Limitations & Future Work

  1. Simplicity of the Synthetic Task: A 2-layer nanoGPT with a 2048-entity cyclic graph is substantially simpler than real-world LLMs; more complex models may exhibit additional dynamics not captured by this framework.
  2. Restriction to Cyclic and Tree Geometries: Knowledge structures in natural language are far more complex than simple cycles and trees (e.g., hierarchical structures, multi-relational intersections), requiring validation across more geometric topologies.
  3. Focus on Single Edits: This work primarily analyzes the impact of single edits. Since real-world applications often require batch editing, the cumulative shattering effect of sequential edits warrants a more systematic study.
  4. Lack of Remedying Solutions: The work only diagnoses the problem without proposing concrete methods to alleviate shattering. The authors suggest that alternative approaches like RAG, lifelong editing, or synthetic document fine-tuning might be more promising.
  5. Caution around Causal Claims: Although the correlation between edit distance and the level of shattering provides evidence toward causality, a rigorous causal proof has yet to be established.
  • Relationship to ROME/MEMIT: These methods assume that knowledge is localized in MLP layers and perform closed-form updates.
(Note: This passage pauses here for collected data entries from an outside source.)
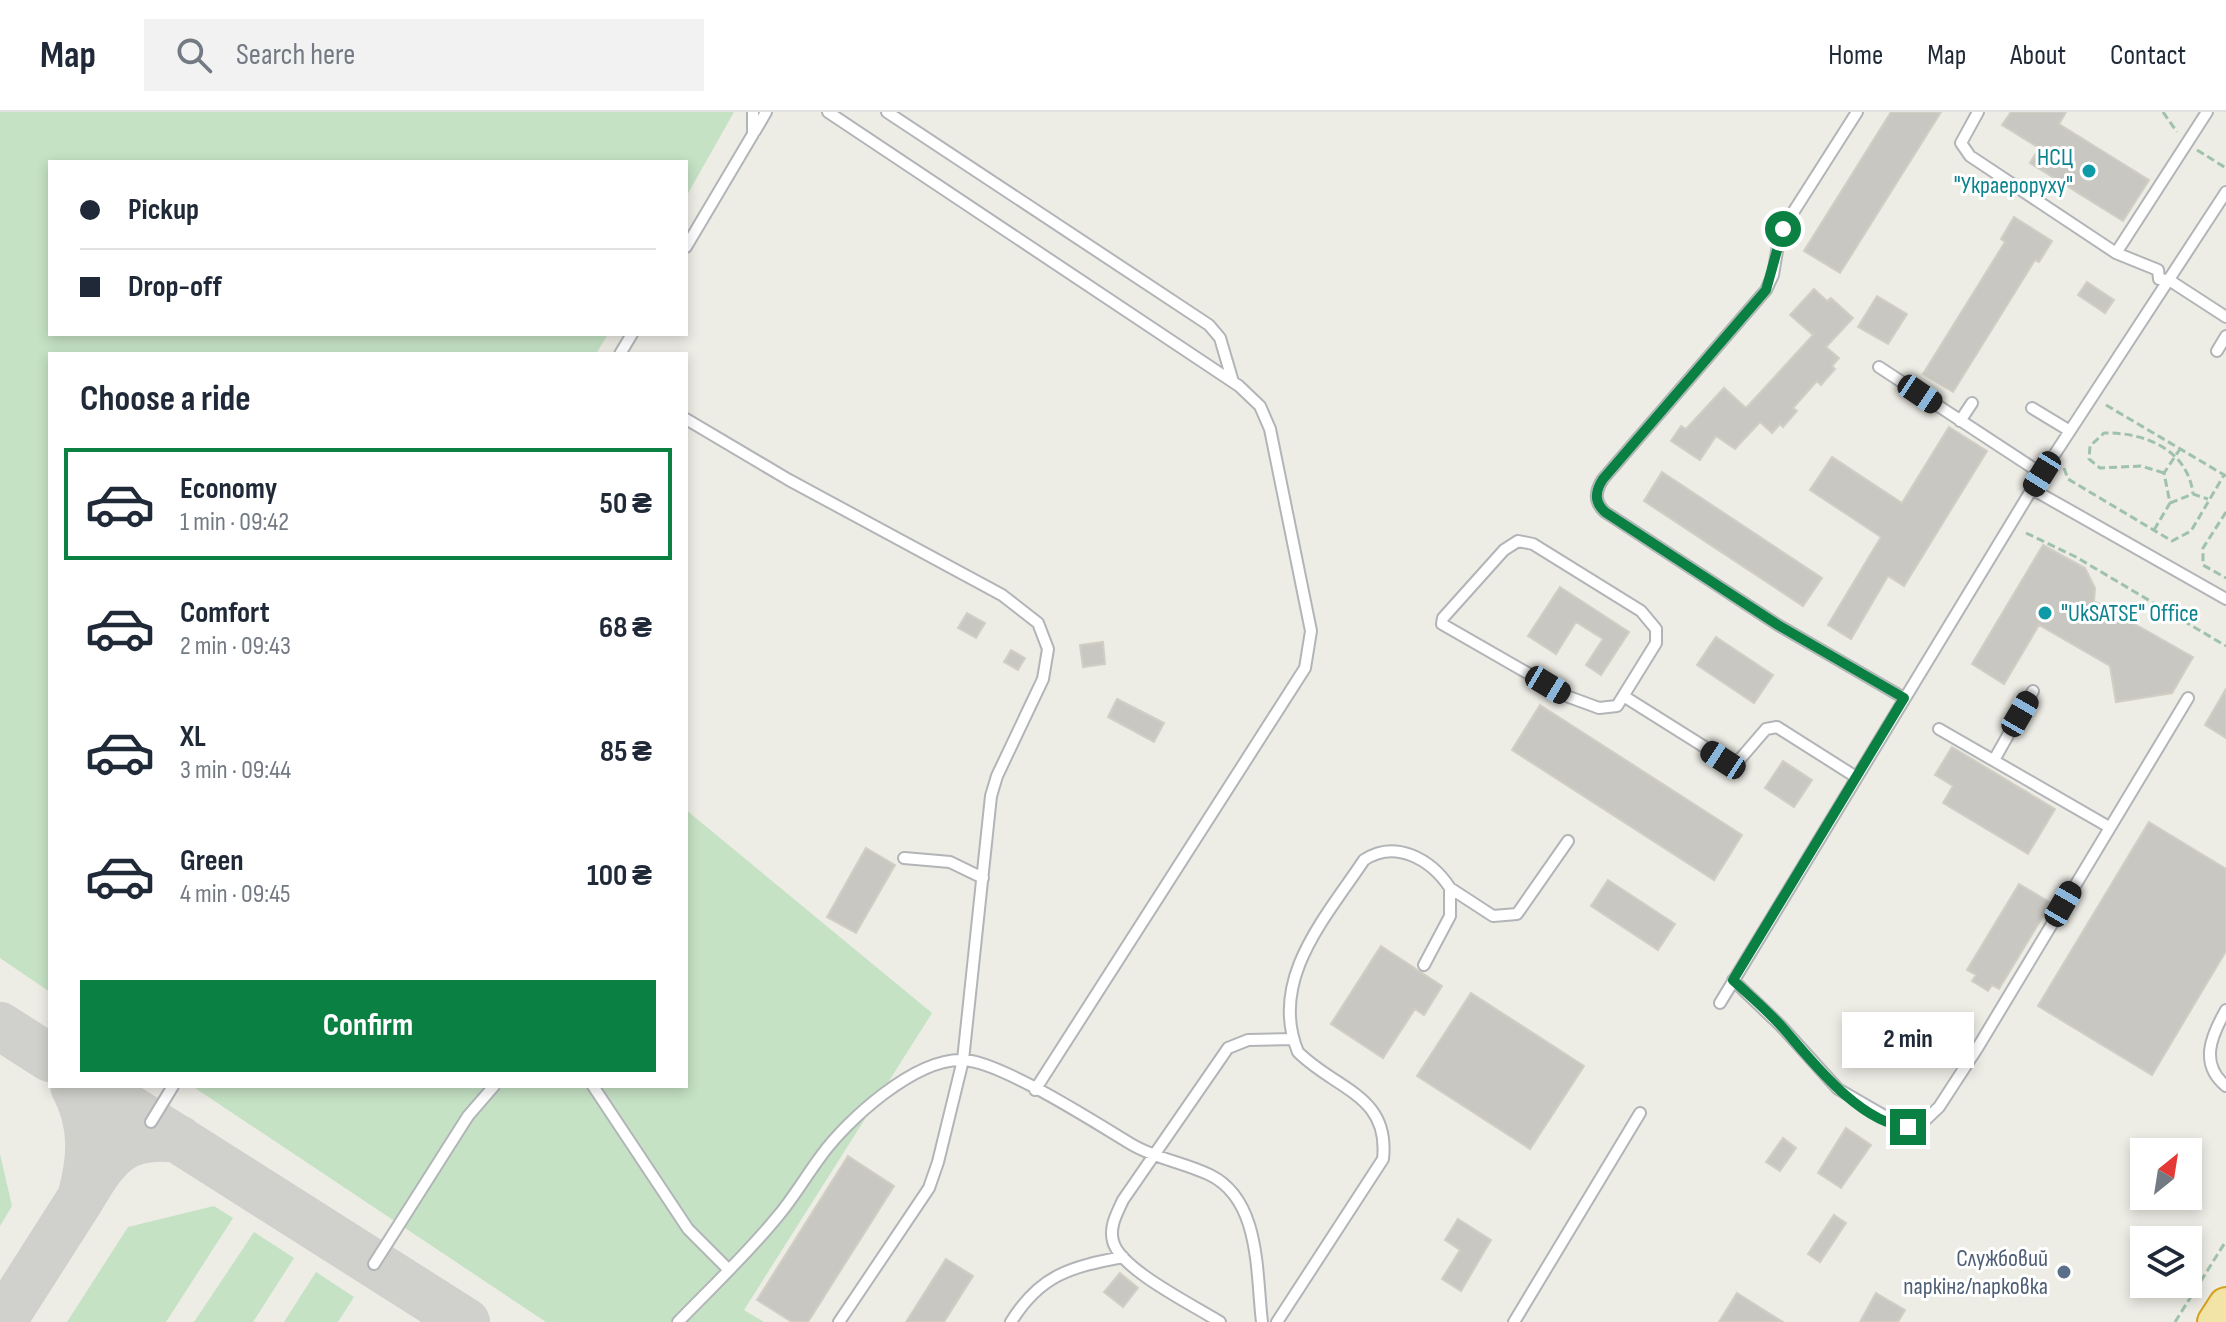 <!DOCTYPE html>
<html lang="en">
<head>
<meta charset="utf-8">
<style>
	:root { --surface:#fff; --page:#f2f2f3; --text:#1f2937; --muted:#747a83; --line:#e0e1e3; --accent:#0b8043 }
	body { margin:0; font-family:"Sofia Sans Condensed",sans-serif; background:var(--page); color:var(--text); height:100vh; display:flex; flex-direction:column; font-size:30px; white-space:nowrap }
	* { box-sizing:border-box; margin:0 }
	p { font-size:26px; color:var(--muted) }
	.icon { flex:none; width:44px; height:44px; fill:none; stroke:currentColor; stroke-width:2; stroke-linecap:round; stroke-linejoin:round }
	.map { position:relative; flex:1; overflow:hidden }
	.sheet { position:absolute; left:48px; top:240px; width:640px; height:736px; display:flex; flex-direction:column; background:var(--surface); border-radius:0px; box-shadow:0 4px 12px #0003 }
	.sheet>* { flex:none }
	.top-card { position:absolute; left:48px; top:48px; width:640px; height:176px; border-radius:0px; box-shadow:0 4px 12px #0003; display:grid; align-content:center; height:176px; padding:0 32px; background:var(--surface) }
	.needle { width:52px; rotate:30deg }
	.tools { position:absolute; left:2130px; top:1026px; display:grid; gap:16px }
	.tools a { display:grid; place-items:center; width:72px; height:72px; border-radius:0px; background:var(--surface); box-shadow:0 4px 12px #0003; font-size:40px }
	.end { position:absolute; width:36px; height:36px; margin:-18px; border:10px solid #0b8043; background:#fff; box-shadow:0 0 0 4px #fff }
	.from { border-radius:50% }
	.bubble { position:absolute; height:56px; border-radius:0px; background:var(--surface); box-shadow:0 4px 12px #0003; font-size:26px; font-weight:700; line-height:56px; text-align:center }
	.car { position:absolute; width:24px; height:48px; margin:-24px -12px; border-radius:10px; box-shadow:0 0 6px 2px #0007; background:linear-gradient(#222 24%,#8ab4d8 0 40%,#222 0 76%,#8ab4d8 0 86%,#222 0) }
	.top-card b { display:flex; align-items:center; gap:28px; height:76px; font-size:30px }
	.top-card b+b { border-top:2px solid var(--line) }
	.top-card i { width:20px; height:20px; background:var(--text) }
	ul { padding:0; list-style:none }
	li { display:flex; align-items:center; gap:24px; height:112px; margin:0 16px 12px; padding:0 16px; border:4px solid transparent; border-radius:0px }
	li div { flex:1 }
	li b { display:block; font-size:30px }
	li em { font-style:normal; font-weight:700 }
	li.selected { border-color:var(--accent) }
	li>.icon { width:72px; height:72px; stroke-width:1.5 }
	h2 { padding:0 32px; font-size:36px; line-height:96px }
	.action { display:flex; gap:16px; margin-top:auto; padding:16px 32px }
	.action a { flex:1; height:92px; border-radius:0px; background:var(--accent); color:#fff; font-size:32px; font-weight:700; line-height:92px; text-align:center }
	header { display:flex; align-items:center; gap:48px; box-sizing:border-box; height:112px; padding:0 40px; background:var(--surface); border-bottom:2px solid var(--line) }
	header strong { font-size:38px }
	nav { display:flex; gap:44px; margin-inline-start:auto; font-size:28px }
	.search { width:560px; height:72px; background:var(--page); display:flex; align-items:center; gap:20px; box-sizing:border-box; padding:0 28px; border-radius:0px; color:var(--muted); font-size:30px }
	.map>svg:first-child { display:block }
	.green { fill:#c5e2c5 }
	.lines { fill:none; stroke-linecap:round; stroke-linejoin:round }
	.taxiway { stroke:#d0d0cc; stroke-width:48 }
	.building { fill:#c9c7c2; stroke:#d1cec4; stroke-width:2 }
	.service-casing { stroke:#b2b5b8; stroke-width:14 }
	.trunk-casing { stroke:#d7a01b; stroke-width:38 }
	.path { stroke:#9fc2aa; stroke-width:3; stroke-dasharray:8 4; stroke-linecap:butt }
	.service { stroke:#fff; stroke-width:10 }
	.trunk { stroke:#f2e4a6; stroke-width:34 }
	.route { stroke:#0b8043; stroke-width:10 }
	.culture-dot { fill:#0f9aa8; stroke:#fff; stroke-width:3 }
	.service-dot { fill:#5c6f8a; stroke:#fff; stroke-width:3 }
	.labels { text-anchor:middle; stroke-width:6; stroke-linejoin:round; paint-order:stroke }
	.culture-label { font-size:24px; fill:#0d838f; stroke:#fff; text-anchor:end }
	.service-label { font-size:24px; fill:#4e5e75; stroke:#fff; text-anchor:end }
</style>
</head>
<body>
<header>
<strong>Map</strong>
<div class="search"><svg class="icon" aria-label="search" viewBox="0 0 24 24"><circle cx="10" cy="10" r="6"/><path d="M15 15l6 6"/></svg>Search here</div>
<nav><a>Home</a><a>Map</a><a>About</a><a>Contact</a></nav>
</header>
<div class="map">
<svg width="2226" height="1210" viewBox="0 0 2226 1210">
	<rect width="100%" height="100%" fill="#edece5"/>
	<path class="green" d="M0 0H734L686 85V50H50V222H608L596 242H50V880L0 846Z
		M686 698 932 901 744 1198 764 1210H546L192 974H686Z
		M0 1042 12 1094 0 1114Z
		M214 1094 233 1106 166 1210H67L128 1115Z
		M254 1120 294 1146 253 1210H194Z
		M316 1160 354 1185 338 1210H284Z"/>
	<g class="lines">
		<path class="taxiway" d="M0 914 50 946
			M74 974C94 1011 92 1047 81 1086 107 1042 123 1020 179 1027
			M94 974 466 1210
			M2 1210 81 1086"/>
	</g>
	<path class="building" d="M1891 0H1941L1840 161 1804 139Z
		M2011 0H2066L2059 12 2149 68 2123 109 2030 51 2039 36 2002 13Z
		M2014 105 2052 129 2039 150 2035 148 1953 280 1923 262 2005 130 2001 127Z
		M2087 170 2114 188 2105 201 2078 183Z
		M1814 177 1827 189 1831 186 1853 206 1826 235 1839 246 1832 254 1835 257 1821 273 1817 269 1793 296 1797 299 1783 315 1780 312 1772 321 1760 310 1735 337 1716 324 1700 348 1671 329 1681 314 1686 317 1724 276 1746 296 1813 223 1790 203Z
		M1877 184 1907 202 1888 232 1858 215Z
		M1949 315 1987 339 1904 474 1888 464 1851 527 1828 513 1881 425 1810 378 1832 345 1902 391Z
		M1662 360 1822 466 1803 494 1644 389Z
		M2043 433 2085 456 2095 476 2094 489 2193 545 2172 581 2116 590 2110 554 2039 513 2004 572 1972 552Z
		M1560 475 1629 520 1601 563 1586 553 1603 527 1576 510 1556 542 1528 524Z
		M967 501 985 511 976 526 958 516Z
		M1716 525 1773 563 1754 591 1697 553Z
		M1103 530 1105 552 1083 555 1080 533Z
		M1011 538 1025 546 1018 558 1004 550Z
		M2226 577V626L2205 613Z
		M1117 587 1164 611 1154 630 1108 605Z
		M1540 593 1742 723 1714 768 1512 638Z
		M1952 635 2055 697 2028 742 1943 691 1953 674 1935 663Z
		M1783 649 1812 668 1794 695 1765 676Z
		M2149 710 2226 757V839L2152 963 2038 894Z
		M866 736 895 753 856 821 827 805Z
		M1608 768 1675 812 1658 838 1591 794Z
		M2019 772 2051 791 1999 877 1992 873 1988 879 1972 869 1976 863 1967 858Z
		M1381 834 1442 874 1424 903 1415 897 1383 946 1331 912Z
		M1471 881 1584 954 1530 1037 1417 964Z
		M1846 1016 1871 1033 1841 1076 1818 1061Z
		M1783 1026 1796 1036 1780 1059 1766 1050Z
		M848 1044 894 1074 808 1210H792L757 1188Z
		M1834 1103 1846 1111 1820 1150 1808 1142Z
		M1458 1107 1491 1128 1461 1179 1442 1167 1460 1138 1445 1128Z
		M946 1147 973 1164 944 1210H906Z
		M1120 1161 1138 1176 1123 1195 1104 1180Z
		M1737 1181 1783 1210H1719Z
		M1876 1181 1905 1198 1898 1210H1860Z"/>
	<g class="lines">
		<defs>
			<path id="service" d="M828 0 1239 274 1260 294 1270 317 1311 519 1305 556 1035 978
				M887 0 1209 213 1220 226 1233 270
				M1857 0 1780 121 1773 163 1766 178 1603 367C1595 379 1594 390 1605 400L1778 513 1904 586
				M1978 0 1961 31 1970 44 2116 141 2158 158 2159 167 2169 168 2226 205
				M755 19 766 0
				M686 135 753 22V0
				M2116 141 2207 0
				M2217 239 2226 224
				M620 242 632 222
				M1879 255 2042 362
				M2032 296 2070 319
				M686 307 789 368 1002 483 1038 511 1048 537 1043 567 997 664 991 684 963 948 938 1050 929 1076 839 1210
				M1960 309 1972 291
				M2032 377 2226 487
				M1518 429 1533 432 1641 499 1656 517V531L1617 594 1599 596 1569 585 1442 512 1443 506 1504 438Z
				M1625 585 1730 651 1741 646 1766 617 1777 615 1856 665
				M1939 617 2109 715
				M1994 648 2033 579
				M904 746 950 750 983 766
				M1450 776 1493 804 1517 802 1568 729
				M1733 868 1781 914 1838 977 1902 1014 1921 1012 1939 995 1978 935 2188 586
				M1720 891 2032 377 2226 80
				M2226 898C2211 924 2199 952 2226 974
				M593 974 688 1117 728 1157
				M151 1010 173 974
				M374 1152 468 1004 494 974
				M678 1210C712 1175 748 1141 778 1104 794 1085 806 1064 821 1044 847 1008 915 946 963 948 1000 949 1096 1011 1131 1032 1156 1047 1183 1050 1210 1063 1261 1088 1256 1161 1262 1210
				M1011 1210C1040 1163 1070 1155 1123 1145
				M1220 1210C1195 1194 1119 1157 1113 1129 1109 1115 1117 1101 1123 1088L1228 936 1248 928 1293 927
				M1277 1210 1383 1047C1390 983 1336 978 1298 940 1268 868 1326 805 1364 748 1395 727 1431 747 1450 776V804L1424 853
				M1514 1210 1640 1001"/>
			<path id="trunk" d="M2215 1210 2226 1193"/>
		</defs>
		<use href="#service" class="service-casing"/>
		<use href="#trunk" class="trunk-casing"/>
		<path class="path" d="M2163 0 2177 20
			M2197 38 2226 56
			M2106 293 2226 364
			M2064 356 2068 367 2172 429 2191 419 2224 363
			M2164 361 2141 354 2100 356 2089 347 2090 334 2104 321C2145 320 2188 338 2193 382
			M2170 391 2193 382 2208 387
			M2226 400 2203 436V453L2226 466
			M2154 418 2170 391 2164 361 2180 337
			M2026 421 2076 445 2226 534
			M2175 1210 2226 1129"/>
		<use href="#service" class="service"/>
		<use href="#trunk" class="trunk"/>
	</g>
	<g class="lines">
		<path class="route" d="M1783 117 1766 178 1603 367C1595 379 1594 390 1605 400L1778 513 1904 586 1733 868C1750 884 1768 899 1783 916 1812 949 1860 1012 1908 1015"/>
	</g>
	<g class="culture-dot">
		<circle cx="2089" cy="59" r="8"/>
		<circle cx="2045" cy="501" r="8"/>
	</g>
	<circle class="service-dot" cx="2064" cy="1160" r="8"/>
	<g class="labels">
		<g class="culture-label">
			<text x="2073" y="53">НСЦ<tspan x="2073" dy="28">"Украероруху"</tspan></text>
			<text x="2061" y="509" text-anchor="start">"UkSATSE" Office</text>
		</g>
		<g class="service-label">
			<text x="2048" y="1154">Службовий<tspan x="2048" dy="28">паркінг/парковка</tspan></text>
		</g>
	</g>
</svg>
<div class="tools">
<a><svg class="needle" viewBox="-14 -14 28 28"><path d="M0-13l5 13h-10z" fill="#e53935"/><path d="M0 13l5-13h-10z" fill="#747a83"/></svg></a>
<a><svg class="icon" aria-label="layers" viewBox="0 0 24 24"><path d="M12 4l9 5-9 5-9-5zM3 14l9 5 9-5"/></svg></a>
</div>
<i class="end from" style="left:1783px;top:117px"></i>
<i class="end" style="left:1908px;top:1015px"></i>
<div class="bubble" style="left:1842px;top:900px;width:132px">2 min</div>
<i class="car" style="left:1920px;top:282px;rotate:124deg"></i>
<i class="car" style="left:2042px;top:362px;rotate:212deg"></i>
<i class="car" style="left:1548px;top:573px;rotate:121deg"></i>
<i class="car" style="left:2020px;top:602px;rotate:30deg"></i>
<i class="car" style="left:1723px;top:648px;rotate:303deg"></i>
<i class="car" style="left:2063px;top:792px;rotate:30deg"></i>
<div class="top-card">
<b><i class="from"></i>Pickup</b>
<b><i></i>Drop-off</b>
</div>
<section class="sheet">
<h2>Choose a ride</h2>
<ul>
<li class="selected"><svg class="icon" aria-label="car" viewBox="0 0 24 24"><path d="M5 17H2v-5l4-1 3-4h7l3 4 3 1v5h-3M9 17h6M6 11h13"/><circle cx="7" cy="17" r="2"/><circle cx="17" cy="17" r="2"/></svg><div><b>Economy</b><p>1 min · 09:42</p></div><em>50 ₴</em></li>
<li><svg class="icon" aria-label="car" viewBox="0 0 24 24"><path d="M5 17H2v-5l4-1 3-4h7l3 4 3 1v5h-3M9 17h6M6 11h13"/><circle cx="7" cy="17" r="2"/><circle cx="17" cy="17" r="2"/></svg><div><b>Comfort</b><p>2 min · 09:43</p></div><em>68 ₴</em></li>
<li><svg class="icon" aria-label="car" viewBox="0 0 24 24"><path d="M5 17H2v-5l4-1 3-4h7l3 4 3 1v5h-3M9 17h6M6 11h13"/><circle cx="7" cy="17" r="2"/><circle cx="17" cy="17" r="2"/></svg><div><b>XL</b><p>3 min · 09:44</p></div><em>85 ₴</em></li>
<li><svg class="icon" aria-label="car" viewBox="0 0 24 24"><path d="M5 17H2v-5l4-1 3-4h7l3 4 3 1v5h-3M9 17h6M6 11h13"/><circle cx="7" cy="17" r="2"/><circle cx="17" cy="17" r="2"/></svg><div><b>Green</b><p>4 min · 09:45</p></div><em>100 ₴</em></li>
</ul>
<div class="action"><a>Confirm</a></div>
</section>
</div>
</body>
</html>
This work exposes the fundamental limitation of this assumption—local updates lead to deformation of the global representation manifold.
  • Connection to Engels et al. (2024): That work discovered multi-dimensional structured representations in LLMs (e.g., the circular structure of months). The synthetic experiments in this work can be seen as reproducing and explaining this phenomenon in a controlled setting.
  • Insights for Future Directions of KE:
    • Representation-Preserving Constraints: Explicitly constraining the representation manifold from being shattered during editing.
    • "Edit-Distance-Aware" KE: Adjusting editing strategies based on how much the edit affects the manifold.
    • Retrieval-Augmented Alternatives to Editing: Instead of modifying weights directly, updating information via external knowledge bases could be more robust.

Rating

  • Novelty: ⭐⭐⭐⭐⭐ This work is the first to provide a mechanistic explanation for the destructiveness of KE from the perspective of representation geometry. The "representation shattering" hypothesis is original and compelling.
  • Experimental Thoroughness: ⭐⭐⭐⭐ The synthetic experiments are finely crafted, and the LLM validation is convincing. However, experiments on more diverse knowledge graph geometries and larger synthetic models are lacking.
  • Writing Quality: ⭐⭐⭐⭐⭐ The paper is well-structured, the narrative logic from synthetic to real settings flows smoothly, and the visualizations are excellent.
  • Value: ⭐⭐⭐⭐⭐ Highly instructive for the KE domain, potentially driving a fundamental rethinking of the "locate-and-edit" paradigm.